Der Südwesten marschiert voran: Der Landesverband Baden-Württemberg veranstaltet vom 24.
November bis zum 3. Dezember den ersten virtuellen Parteitag der Bündnisgrünen, womöglich
den ersten dieser Art überhaupt. politik-digital sprach mit dem verantwortlichen
Projektleiter Marc Mausch über die Hintergründe.

 


politik-digital: Ist der virtuelle Parteitag der Grünen eine deutsche Premiere?

Marc Mausch: Meines Wissen nach ist das der erste virtuelle Parteitag weltweit.
Die Frage ist natürlich immer, was ist eine Premiere, für den virtuellen Parteitag gibt
es ja keine festgelegte Definition. Es gab kürzlich eine Meldung, in der jemand anderes
behauptete, den ersten virtuellen Parteitag durchzuführen, nämlich die CDU, die aber im
wesentlichen nichts anderes gemacht hat, als ein Diskussionsforum zu veranstalten, welches
nicht einmal öffentlich war.

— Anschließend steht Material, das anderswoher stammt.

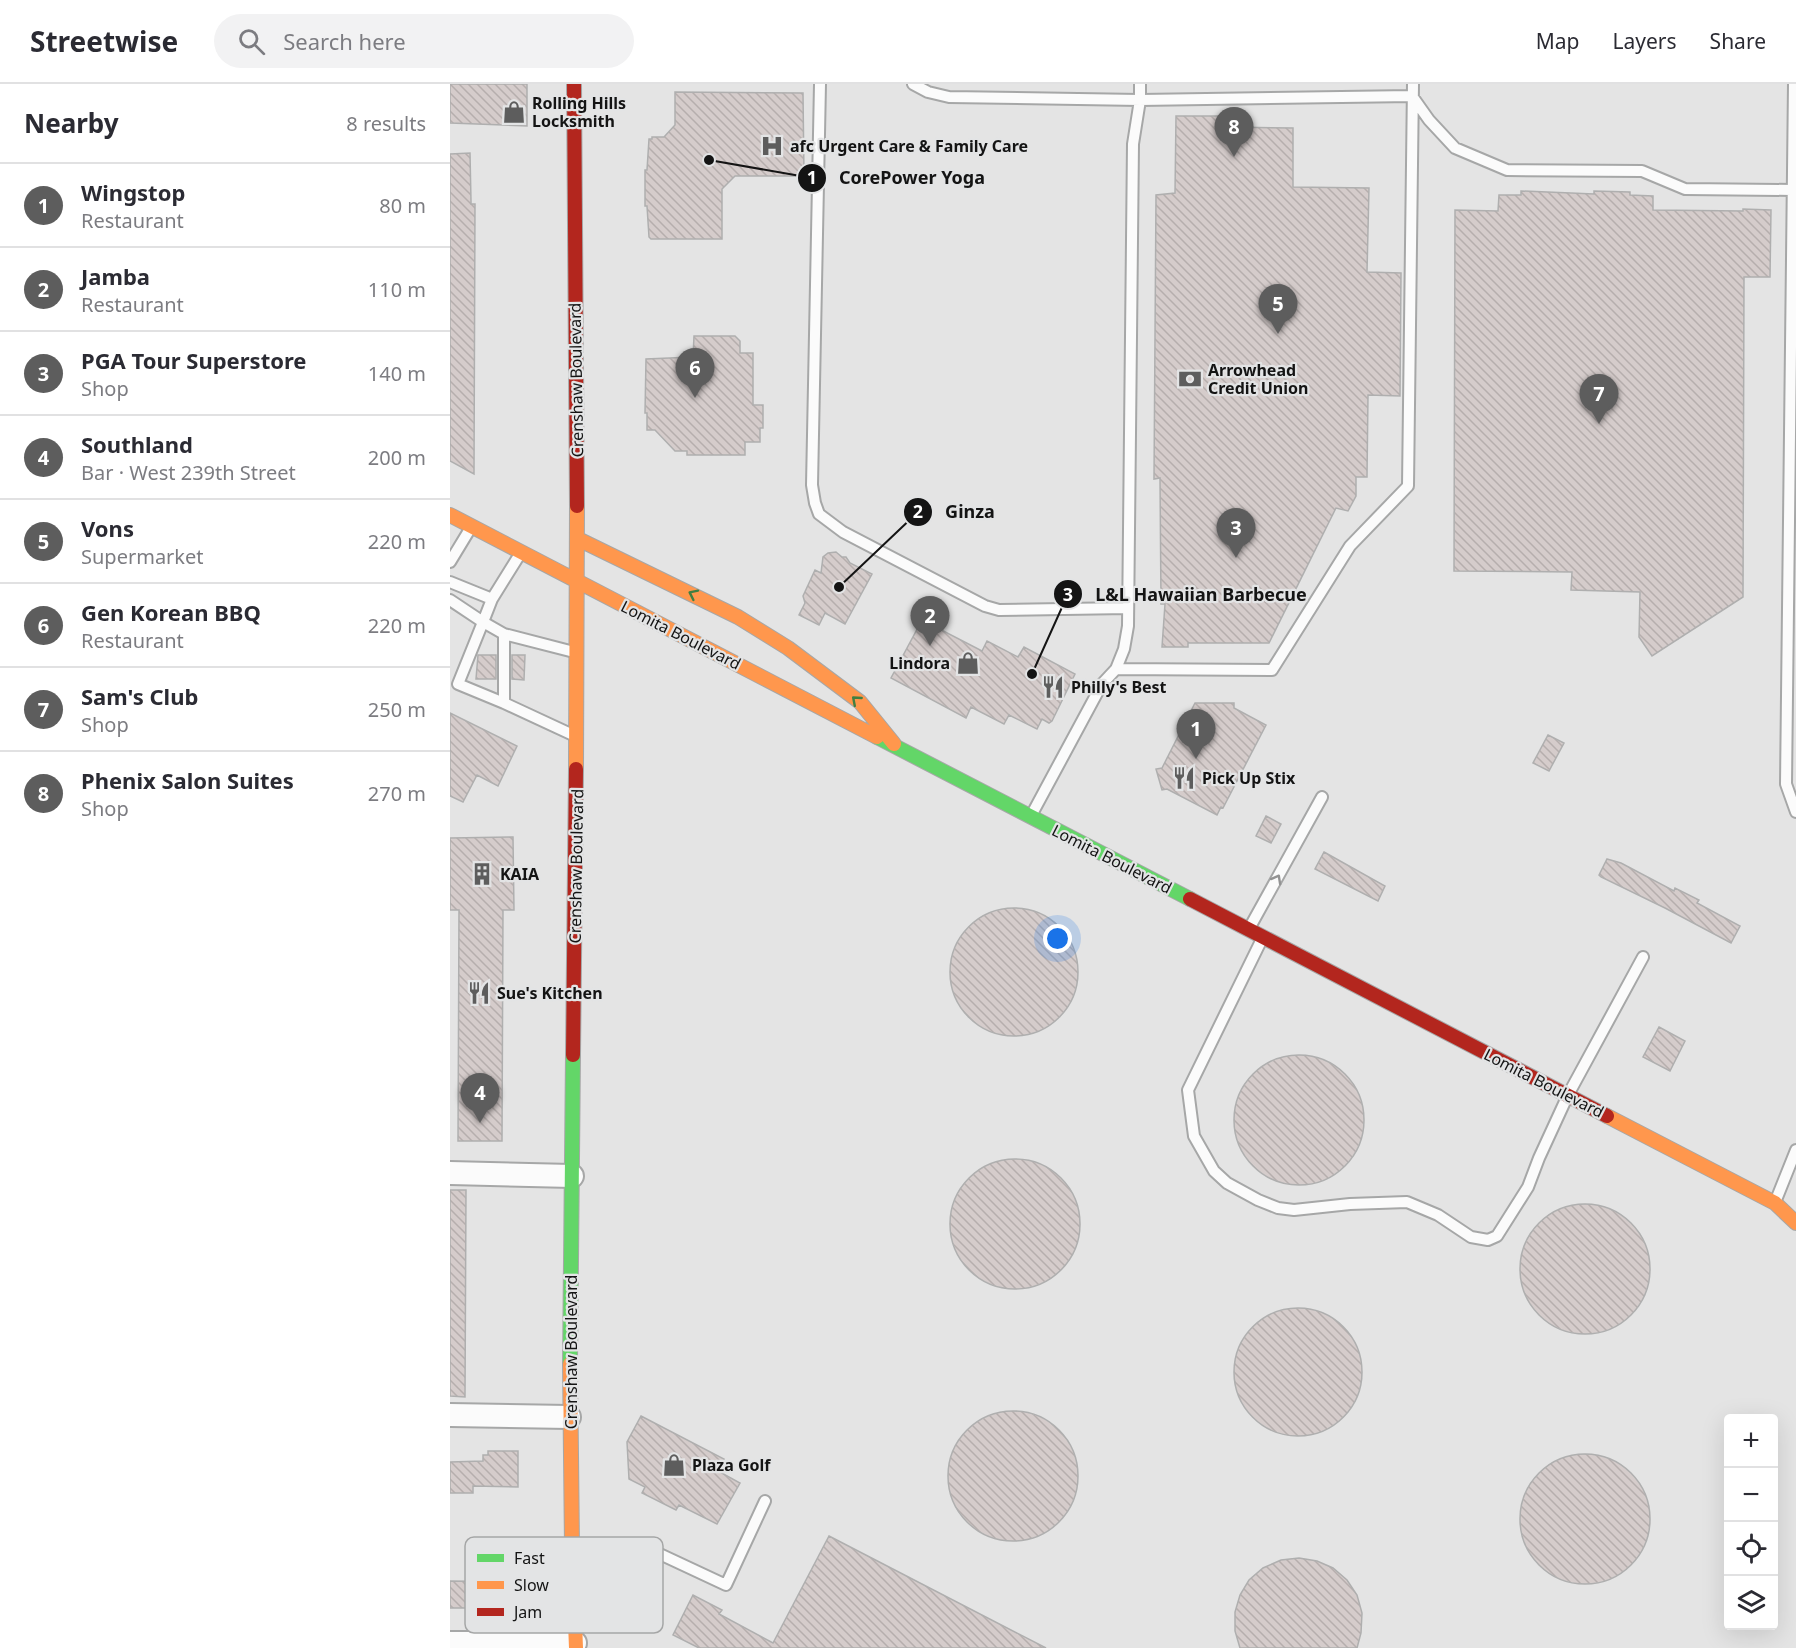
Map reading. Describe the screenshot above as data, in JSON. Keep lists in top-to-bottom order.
{
  "streets": {
    "main road": ["Crenshaw Boulevard", "Lomita Boulevard"]
  },
  "crossings": [
    ["Crenshaw Boulevard", "Lomita Boulevard"]
  ],
  "places": {
    "shop": ["Rolling Hills Locksmith", "Lindora", "Plaza Golf"],
    "hospital": ["afc Urgent Care & Family Care"],
    "other": ["CorePower Yoga", "Ginza", "L&L Hawaiian Barbecue"],
    "bank": ["Arrowhead Credit Union"],
    "restaurant": ["Philly's Best", "Pick Up Stix", "Sue's Kitchen"],
    "building": ["KAIA"]
  },
  "legend": ["Fast", "Slow", "Jam"],
  "page": {
    "header": "Streetwise",
    "search": "Search here",
    "nav": ["Map", "Layers", "Share"],
    "heading": ["Nearby", "8 results"],
    "pins": [
      "8",
      "5",
      "6",
      "7",
      "3",
      "2",
      "1",
      "4"
    ],
    "list": [
      {
        "mark": "1",
        "name": "Wingstop",
        "note": "Restaurant",
        "value": "80 m"
      },
      {
        "mark": "2",
        "name": "Jamba",
        "note": "Restaurant",
        "value": "110 m"
      },
      {
        "mark": "3",
        "name": "PGA Tour Superstore",
        "note": "Shop",
        "value": "140 m"
      },
      {
        "mark": "4",
        "name": "Southland",
        "note": "Bar · West 239th Street",
        "value": "200 m"
      },
      {
        "mark": "5",
        "name": "Vons",
        "note": "Supermarket",
        "value": "220 m"
      },
      {
        "mark": "6",
        "name": "Gen Korean BBQ",
        "note": "Restaurant",
        "value": "220 m"
      },
      {
        "mark": "7",
        "name": "Sam's Club",
        "note": "Shop",
        "value": "250 m"
      },
      {
        "mark": "8",
        "name": "Phenix Salon Suites",
        "note": "Shop",
        "value": "270 m"
      }
    ],
    "map_buttons": ["+", "−"]
  }
}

Nach dieser Definition veranstalten die Grünen schon seit vier
Jahren virtuelle Parteitage. Diesmal haben wir gewählte Delegierte, wir haben eine
Öffentlichkeit, wir haben eine Beschlussfassung, die rein elektronisch funktioniert –
ich glaube das kann man schon einen virtuellen Parteitag nennen.

politik-digital: Gab es Vorbilder bei der Konzeption?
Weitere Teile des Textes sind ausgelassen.